◆ What needs to be done
For this exercise, return exactly the lines of the material below that begin at the one with "g.textAlign = isNaN(turn) ? turn : align;" and stop after the one with "M591 183H604V209H592Z".

◆ Records to process

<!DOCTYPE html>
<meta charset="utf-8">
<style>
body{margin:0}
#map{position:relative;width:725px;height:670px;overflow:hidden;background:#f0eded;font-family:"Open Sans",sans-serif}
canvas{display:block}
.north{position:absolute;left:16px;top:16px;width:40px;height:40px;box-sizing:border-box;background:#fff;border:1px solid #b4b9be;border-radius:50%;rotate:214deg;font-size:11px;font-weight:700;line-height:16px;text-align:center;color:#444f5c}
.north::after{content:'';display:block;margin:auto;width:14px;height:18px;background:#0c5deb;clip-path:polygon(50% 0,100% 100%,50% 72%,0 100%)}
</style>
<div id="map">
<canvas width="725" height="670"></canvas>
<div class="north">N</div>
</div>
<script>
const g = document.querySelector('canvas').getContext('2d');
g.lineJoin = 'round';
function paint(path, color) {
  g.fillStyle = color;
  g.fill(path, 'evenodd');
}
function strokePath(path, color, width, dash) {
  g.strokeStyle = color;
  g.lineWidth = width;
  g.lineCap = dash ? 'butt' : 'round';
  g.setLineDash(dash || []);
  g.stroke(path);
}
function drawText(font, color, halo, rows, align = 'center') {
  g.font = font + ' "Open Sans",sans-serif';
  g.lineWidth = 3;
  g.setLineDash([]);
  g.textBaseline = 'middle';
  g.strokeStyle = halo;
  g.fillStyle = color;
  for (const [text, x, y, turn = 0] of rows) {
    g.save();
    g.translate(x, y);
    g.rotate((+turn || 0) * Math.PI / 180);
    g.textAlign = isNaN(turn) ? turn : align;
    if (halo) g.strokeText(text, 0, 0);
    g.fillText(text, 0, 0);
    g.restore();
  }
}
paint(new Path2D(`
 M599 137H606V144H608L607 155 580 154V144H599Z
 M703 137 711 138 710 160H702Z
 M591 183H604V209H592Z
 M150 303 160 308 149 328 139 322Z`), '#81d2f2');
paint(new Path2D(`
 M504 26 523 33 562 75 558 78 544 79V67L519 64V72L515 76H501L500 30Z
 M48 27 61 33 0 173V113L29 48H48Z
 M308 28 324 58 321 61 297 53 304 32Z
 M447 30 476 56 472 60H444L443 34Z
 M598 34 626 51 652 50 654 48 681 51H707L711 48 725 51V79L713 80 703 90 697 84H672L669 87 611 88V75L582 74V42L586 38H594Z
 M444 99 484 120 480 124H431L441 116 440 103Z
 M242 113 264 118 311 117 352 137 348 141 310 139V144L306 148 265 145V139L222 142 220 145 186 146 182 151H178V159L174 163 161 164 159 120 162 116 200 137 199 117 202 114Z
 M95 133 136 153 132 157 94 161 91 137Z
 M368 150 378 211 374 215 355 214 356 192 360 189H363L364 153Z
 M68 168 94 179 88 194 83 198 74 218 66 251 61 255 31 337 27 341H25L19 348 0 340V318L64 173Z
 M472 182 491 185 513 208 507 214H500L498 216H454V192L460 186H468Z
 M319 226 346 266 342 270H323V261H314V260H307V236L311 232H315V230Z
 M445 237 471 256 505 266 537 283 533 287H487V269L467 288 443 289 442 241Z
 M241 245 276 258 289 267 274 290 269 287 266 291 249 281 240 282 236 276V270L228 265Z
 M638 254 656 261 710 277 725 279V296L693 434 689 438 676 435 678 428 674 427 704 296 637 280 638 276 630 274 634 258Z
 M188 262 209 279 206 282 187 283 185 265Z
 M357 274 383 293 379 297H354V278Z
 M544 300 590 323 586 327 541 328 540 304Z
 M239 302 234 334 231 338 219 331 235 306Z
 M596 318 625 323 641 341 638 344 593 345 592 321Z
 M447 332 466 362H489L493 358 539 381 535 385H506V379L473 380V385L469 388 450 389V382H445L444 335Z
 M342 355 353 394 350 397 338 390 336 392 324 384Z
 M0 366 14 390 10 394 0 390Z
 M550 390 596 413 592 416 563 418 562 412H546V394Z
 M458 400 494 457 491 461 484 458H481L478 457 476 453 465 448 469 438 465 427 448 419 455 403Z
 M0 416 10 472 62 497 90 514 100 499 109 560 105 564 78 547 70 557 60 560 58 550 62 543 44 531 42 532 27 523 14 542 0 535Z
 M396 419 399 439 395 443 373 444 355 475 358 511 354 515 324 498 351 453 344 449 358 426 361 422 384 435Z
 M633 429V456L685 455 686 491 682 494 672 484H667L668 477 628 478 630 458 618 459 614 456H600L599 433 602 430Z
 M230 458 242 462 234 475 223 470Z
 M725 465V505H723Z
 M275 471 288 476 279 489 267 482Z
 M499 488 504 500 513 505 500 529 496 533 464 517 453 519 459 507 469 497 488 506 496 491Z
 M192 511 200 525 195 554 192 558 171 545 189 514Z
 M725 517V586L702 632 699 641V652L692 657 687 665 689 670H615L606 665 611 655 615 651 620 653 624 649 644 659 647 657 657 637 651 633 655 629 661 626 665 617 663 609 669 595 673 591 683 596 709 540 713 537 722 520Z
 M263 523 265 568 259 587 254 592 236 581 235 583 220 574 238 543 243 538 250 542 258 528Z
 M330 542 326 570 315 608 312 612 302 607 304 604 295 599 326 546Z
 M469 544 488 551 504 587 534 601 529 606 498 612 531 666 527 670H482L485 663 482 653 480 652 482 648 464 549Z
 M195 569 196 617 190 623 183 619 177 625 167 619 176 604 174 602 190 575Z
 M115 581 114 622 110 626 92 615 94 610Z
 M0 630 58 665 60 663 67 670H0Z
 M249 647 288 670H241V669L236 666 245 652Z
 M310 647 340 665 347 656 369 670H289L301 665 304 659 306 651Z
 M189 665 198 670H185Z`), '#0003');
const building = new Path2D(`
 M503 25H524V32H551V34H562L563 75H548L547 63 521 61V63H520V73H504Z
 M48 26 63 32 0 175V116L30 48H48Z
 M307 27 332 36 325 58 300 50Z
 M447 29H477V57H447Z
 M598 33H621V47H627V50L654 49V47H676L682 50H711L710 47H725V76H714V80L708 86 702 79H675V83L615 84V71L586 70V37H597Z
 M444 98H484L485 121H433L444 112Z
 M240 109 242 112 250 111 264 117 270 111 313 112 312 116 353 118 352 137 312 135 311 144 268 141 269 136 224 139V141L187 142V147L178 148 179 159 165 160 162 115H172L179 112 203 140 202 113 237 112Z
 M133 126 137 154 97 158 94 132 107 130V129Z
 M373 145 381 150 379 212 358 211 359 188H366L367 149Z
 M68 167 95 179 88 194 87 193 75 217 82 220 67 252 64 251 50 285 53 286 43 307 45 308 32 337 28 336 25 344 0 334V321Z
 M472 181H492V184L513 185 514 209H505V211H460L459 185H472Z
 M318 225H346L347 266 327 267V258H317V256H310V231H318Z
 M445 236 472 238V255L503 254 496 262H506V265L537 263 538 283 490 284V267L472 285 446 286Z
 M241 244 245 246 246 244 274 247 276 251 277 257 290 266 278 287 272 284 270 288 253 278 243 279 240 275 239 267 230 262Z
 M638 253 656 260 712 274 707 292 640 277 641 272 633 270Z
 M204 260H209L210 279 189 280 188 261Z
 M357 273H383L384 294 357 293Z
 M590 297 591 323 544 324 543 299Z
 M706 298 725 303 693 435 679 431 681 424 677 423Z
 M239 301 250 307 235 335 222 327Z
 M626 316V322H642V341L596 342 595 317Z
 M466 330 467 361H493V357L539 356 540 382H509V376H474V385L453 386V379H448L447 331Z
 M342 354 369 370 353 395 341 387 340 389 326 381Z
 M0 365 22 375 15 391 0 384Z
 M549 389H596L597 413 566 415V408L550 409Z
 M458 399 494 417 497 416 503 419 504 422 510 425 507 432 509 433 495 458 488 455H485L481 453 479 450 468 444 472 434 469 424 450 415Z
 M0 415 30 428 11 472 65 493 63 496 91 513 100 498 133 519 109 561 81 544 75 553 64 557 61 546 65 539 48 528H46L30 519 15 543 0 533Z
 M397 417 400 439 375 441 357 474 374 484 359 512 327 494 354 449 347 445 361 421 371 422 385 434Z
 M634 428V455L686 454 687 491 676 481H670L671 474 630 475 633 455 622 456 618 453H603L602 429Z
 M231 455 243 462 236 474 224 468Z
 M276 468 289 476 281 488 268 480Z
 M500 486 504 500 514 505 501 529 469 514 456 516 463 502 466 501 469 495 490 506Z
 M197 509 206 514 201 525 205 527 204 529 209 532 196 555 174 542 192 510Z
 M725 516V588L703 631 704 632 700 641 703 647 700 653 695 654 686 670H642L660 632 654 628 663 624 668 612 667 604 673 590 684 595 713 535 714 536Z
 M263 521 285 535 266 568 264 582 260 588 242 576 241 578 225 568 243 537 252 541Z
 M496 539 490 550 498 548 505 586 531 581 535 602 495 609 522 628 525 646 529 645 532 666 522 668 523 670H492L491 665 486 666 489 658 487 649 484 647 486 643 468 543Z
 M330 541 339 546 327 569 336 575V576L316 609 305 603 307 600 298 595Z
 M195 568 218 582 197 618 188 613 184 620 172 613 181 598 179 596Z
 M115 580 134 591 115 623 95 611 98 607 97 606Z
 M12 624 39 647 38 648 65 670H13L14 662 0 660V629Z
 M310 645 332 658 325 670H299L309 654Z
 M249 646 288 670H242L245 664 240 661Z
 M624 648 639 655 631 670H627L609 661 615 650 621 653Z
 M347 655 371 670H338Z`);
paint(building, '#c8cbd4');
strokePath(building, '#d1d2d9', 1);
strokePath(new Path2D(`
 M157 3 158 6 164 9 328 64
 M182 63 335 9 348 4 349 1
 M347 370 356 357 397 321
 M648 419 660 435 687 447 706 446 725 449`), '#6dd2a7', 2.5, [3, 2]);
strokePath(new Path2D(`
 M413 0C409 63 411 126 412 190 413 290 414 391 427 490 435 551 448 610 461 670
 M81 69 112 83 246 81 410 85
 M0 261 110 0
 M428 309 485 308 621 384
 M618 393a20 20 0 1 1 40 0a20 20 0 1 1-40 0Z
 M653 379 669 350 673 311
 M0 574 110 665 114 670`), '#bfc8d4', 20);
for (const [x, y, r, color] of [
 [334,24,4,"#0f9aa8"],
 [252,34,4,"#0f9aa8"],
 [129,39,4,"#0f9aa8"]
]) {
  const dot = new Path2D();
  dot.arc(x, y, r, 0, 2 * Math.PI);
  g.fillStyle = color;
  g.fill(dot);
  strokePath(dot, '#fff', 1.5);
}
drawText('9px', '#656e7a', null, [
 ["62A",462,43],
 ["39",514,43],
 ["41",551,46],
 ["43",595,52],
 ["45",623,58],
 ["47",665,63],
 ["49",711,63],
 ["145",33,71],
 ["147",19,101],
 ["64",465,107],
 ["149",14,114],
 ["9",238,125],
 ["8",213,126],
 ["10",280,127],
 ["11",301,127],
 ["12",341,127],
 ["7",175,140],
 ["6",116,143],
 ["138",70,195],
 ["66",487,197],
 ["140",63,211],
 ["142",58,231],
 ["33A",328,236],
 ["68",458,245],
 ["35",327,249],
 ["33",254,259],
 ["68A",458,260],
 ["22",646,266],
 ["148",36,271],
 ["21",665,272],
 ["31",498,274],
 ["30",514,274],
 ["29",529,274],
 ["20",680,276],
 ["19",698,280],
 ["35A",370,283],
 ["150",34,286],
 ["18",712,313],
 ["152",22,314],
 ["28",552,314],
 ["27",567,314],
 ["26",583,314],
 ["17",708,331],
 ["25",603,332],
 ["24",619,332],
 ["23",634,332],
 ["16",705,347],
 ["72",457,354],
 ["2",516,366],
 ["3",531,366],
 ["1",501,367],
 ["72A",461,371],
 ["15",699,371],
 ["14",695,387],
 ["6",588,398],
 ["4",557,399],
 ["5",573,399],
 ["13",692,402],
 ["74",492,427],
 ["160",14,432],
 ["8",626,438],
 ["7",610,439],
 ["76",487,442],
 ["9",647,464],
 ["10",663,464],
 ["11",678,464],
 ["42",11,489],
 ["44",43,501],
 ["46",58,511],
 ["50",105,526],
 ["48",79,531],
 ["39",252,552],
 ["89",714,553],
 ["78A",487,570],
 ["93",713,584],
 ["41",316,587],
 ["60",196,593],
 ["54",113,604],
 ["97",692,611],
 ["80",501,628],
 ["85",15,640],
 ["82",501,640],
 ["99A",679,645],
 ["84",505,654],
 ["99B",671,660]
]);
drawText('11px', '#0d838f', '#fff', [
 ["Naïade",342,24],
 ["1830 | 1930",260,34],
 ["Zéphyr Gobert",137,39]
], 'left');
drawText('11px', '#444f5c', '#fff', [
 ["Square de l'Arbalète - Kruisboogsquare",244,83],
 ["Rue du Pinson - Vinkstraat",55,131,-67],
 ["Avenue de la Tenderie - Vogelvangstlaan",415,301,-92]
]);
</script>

◆ Problem solution
    g.textAlign = isNaN(turn) ? turn : align;
    if (halo) g.strokeText(text, 0, 0);
    g.fillText(text, 0, 0);
    g.restore();
  }
}
paint(new Path2D(`
 M599 137H606V144H608L607 155 580 154V144H599Z
 M703 137 711 138 710 160H702Z
 M591 183H604V209H592Z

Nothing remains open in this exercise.